-- DATASET EXTRACT follows --

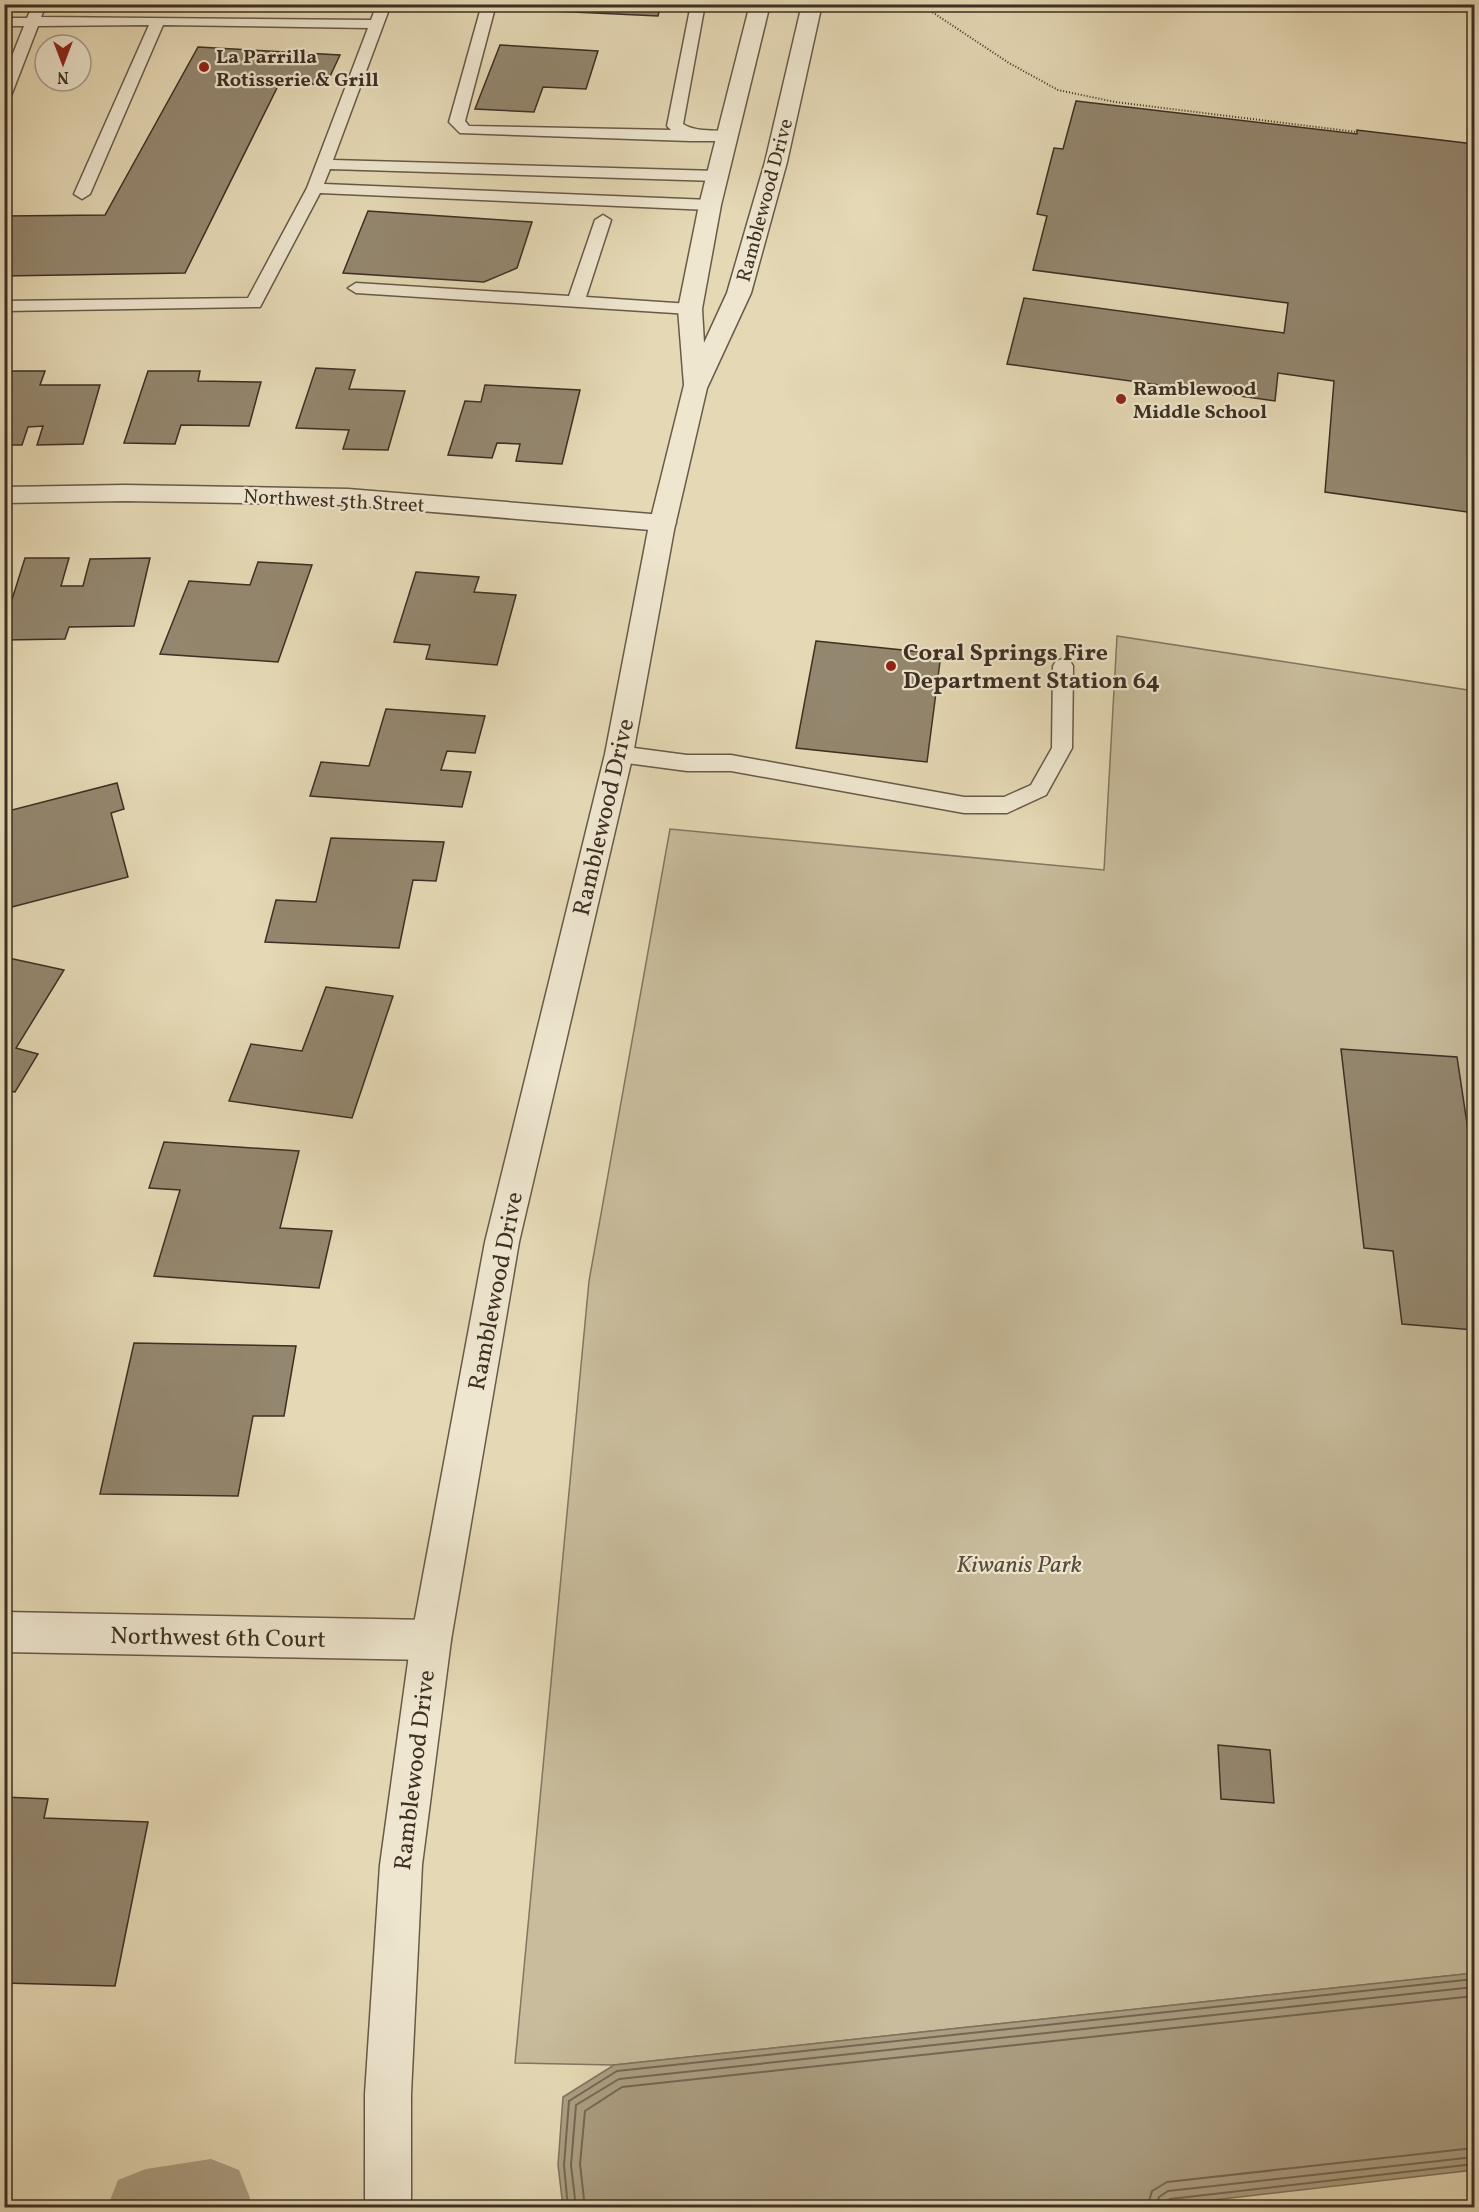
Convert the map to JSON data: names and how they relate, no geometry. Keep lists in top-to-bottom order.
{
  "streets": {
    "street": ["Ramblewood Drive", "Northwest 5th Street", "Northwest 6th Court"]
  },
  "crossings": [
    ["Ramblewood Drive", "Northwest 5th Street"],
    ["Ramblewood Drive", "Northwest 6th Court"]
  ],
  "parks": ["Kiwanis Park"],
  "places": ["La Parrilla Rotisserie & Grill", "Ramblewood Middle School", "Coral Springs Fire Department Station 64"],
  "north": "bottom"
}
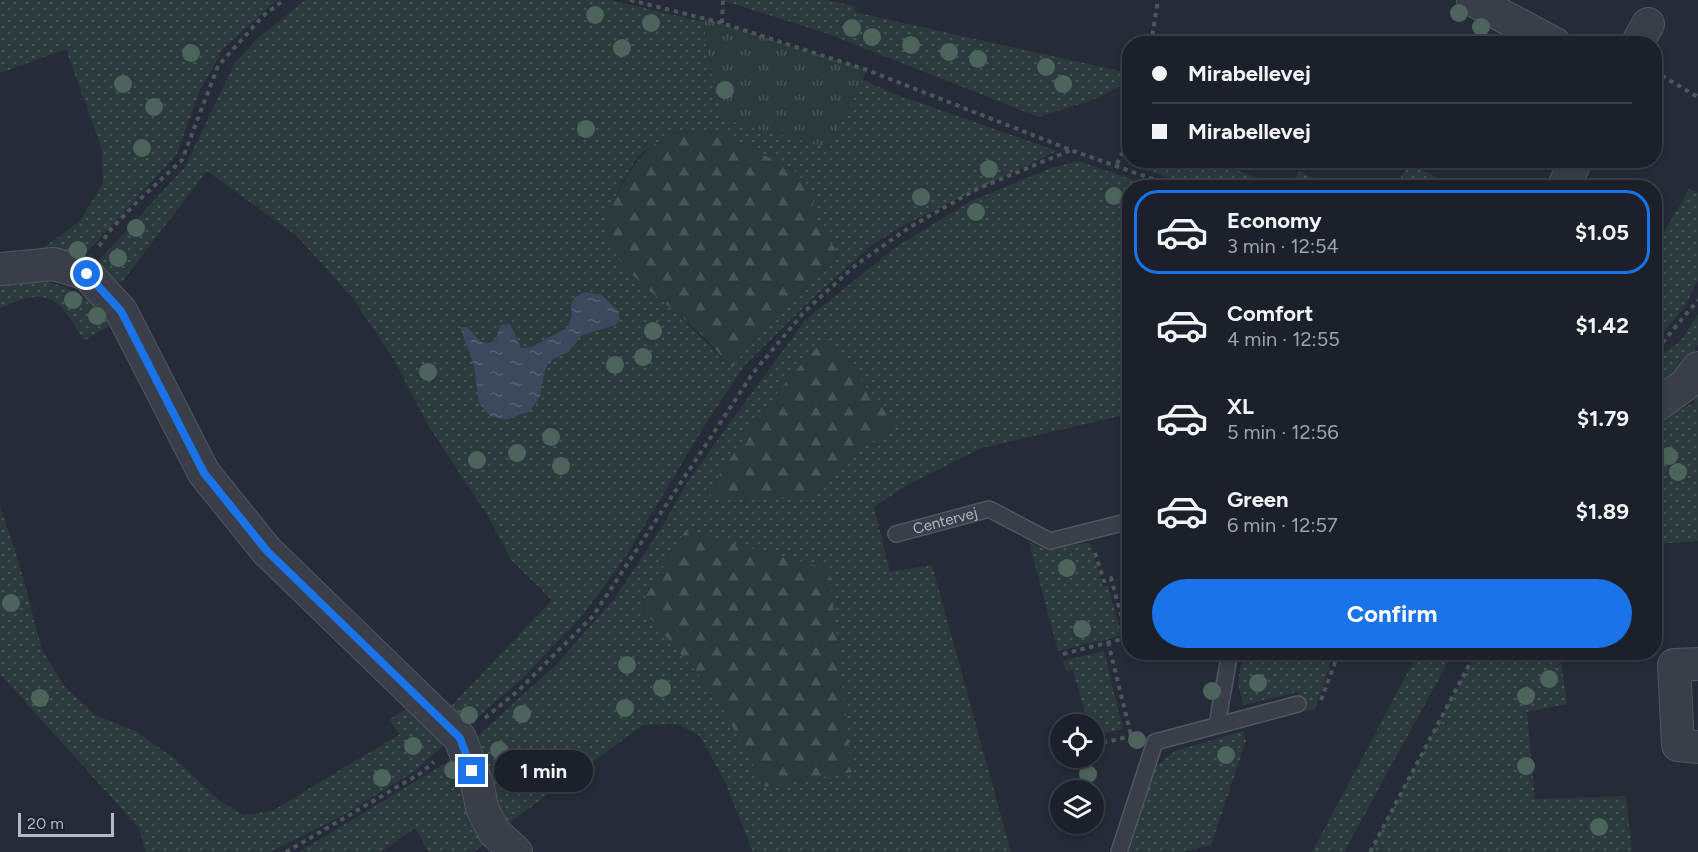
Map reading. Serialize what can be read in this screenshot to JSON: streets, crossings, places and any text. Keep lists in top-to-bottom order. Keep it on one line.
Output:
{"streets":{"lane":["Centervej"]},"scale_bar":"20 m","page":{"banner":["Mirabellevej","Mirabellevej"],"list":[{"name":"Economy","note":"3 min · 12:54","value":"$1.05"},{"name":"Comfort","note":"4 min · 12:55","value":"$1.42"},{"name":"XL","note":"5 min · 12:56","value":"$1.79"},{"name":"Green","note":"6 min · 12:57","value":"$1.89"}],"buttons":"Confirm","bubble":"1 min","scale":"20 m"}}
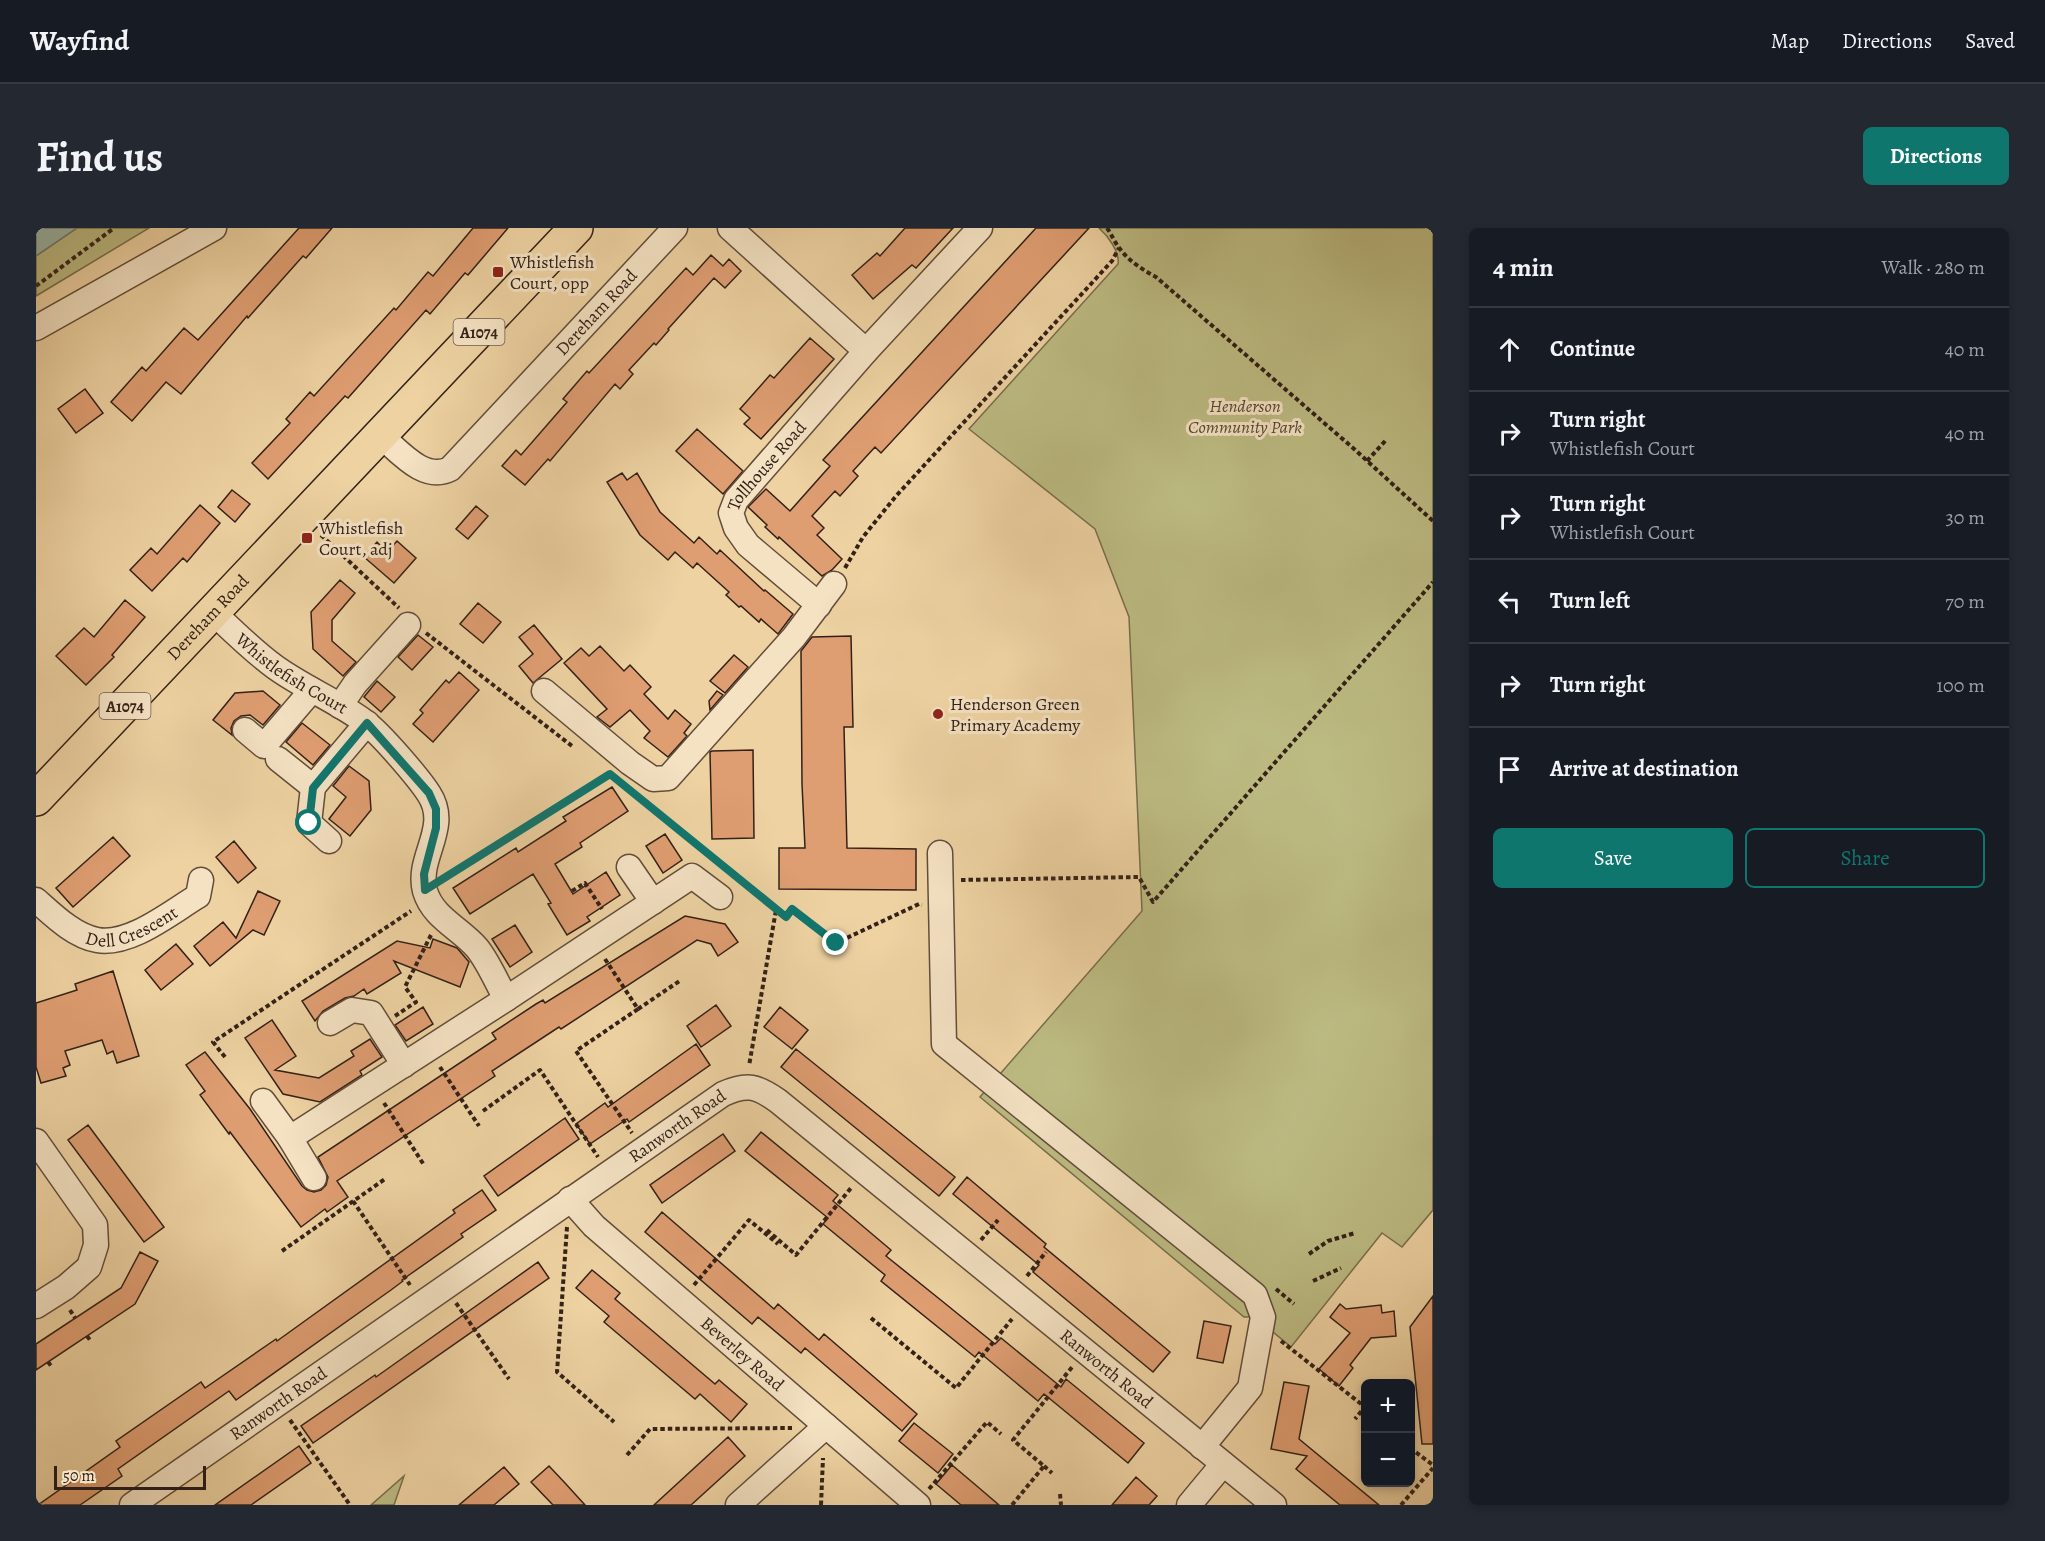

-- DATASET EXTRACT concluded --

» ABOUT THIS EXERCISE: Return the lines exactly as they stand, from the start of the entries through the line holding "Map reading. Serialize"; omit the pictures.

» PROBLEM SOLUTION:
Convert the map to JSON data: names and how they relate, no geometry. Keep lists in top-to-bottom order.
{
  "streets": {
    "street": ["Ramblewood Drive", "Northwest 5th Street", "Northwest 6th Court"]
  },
  "crossings": [
    ["Ramblewood Drive", "Northwest 5th Street"],
    ["Ramblewood Drive", "Northwest 6th Court"]
  ],
  "parks": ["Kiwanis Park"],
  "places": ["La Parrilla Rotisserie & Grill", "Ramblewood Middle School", "Coral Springs Fire Department Station 64"],
  "north": "bottom"
}
Map reading. Serialize what can be read in this screenshot to JSON: streets, crossings, places and any text. Keep lists in top-to-bottom order. Keep it on one line.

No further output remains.